As a PhD student at EURECOM (https://www.eurecom.fr) I also supervise some course labs as a teaching assistant. One of the labs I supervise is about RSA encryption (Wikipedia:RSA (cryptosystem)). RSA is great to teach the basics of cryptography because it’s a simple cryptosystem that is widely used in the real world. However, there is one part at the beginning of the lab where many students are struggling: implementing the extended euclidean algorithm (Wikipedia: Extended Euclidean algorithm).

In this post I will not cover why this algorithm is useful (but it is, and not only for RSA!). Instead, I will try to give an intuitive explanation of it, showing how it can be found and written with very basic mathematics and simple intuition. Computer code will either be Python code (https://www.python.org/) or pseudo-code mimicking Python.
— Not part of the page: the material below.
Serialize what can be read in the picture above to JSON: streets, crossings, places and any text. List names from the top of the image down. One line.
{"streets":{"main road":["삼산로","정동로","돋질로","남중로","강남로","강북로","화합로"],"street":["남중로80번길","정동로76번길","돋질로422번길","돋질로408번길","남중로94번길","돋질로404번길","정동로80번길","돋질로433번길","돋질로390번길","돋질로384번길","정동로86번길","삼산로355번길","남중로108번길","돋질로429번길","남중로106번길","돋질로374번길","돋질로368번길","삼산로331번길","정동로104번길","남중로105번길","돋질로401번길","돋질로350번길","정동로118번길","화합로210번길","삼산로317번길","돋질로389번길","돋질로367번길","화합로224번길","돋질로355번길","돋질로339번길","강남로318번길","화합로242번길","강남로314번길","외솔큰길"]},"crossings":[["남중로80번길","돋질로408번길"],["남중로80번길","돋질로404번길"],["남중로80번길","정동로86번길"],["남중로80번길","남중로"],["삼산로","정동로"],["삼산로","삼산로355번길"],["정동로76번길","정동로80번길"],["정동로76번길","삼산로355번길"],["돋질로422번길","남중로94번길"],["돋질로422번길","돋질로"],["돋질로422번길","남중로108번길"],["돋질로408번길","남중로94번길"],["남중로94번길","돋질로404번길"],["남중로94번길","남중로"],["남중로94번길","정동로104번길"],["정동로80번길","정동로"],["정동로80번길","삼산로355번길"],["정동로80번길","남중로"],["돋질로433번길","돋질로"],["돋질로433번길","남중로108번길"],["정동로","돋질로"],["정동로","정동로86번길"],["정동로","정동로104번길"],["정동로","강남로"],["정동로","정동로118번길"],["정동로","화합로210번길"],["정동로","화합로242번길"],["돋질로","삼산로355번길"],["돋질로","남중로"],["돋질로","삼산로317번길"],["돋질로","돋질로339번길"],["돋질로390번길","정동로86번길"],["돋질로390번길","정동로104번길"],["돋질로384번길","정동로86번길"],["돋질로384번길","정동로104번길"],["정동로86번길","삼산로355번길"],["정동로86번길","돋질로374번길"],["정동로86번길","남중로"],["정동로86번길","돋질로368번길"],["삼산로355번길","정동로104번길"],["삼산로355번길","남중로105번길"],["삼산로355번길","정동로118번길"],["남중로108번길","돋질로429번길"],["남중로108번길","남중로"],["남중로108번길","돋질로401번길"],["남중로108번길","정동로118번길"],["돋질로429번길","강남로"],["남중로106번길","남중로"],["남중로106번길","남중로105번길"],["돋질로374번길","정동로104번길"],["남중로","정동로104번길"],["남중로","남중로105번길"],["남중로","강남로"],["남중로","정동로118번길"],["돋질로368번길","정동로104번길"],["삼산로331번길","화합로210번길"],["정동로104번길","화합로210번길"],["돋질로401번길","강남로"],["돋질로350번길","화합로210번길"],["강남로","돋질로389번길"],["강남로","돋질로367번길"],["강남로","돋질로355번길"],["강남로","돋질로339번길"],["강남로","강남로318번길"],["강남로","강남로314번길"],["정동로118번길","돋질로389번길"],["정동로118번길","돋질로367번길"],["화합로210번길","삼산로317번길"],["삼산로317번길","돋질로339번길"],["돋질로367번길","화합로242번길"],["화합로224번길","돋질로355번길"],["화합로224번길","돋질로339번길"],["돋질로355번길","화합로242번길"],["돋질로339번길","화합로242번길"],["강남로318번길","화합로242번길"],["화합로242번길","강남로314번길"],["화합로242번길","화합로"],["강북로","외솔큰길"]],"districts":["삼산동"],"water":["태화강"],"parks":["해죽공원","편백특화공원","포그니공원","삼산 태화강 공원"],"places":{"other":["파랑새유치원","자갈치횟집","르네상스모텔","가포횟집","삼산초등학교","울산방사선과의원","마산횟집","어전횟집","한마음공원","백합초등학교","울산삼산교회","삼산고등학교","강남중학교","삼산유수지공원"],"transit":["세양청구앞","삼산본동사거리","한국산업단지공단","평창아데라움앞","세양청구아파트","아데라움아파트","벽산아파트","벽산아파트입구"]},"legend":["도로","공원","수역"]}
The Extended Euclidean algorithm is an algorithm that computes the Greatest Common Divisor (GCD) of two numbers. The GCD of two numbers A and B (we’re talking about integers, so “whole” numbers without a decimal part: 1, 2, 3, 42, 123456789 …) is the greatest number that divides both A and B. For instance the divisors of 42 are 1, 2, 3, 6, 7, 14, 21 and 42 and the divisors of 30 are 1, 2, 3, 5, 6, 10, 15, and 30 (you can get the divisors of any number using sympy gamma or wolfram alpha), so the greatest common divisor of 42 and 30 is 6.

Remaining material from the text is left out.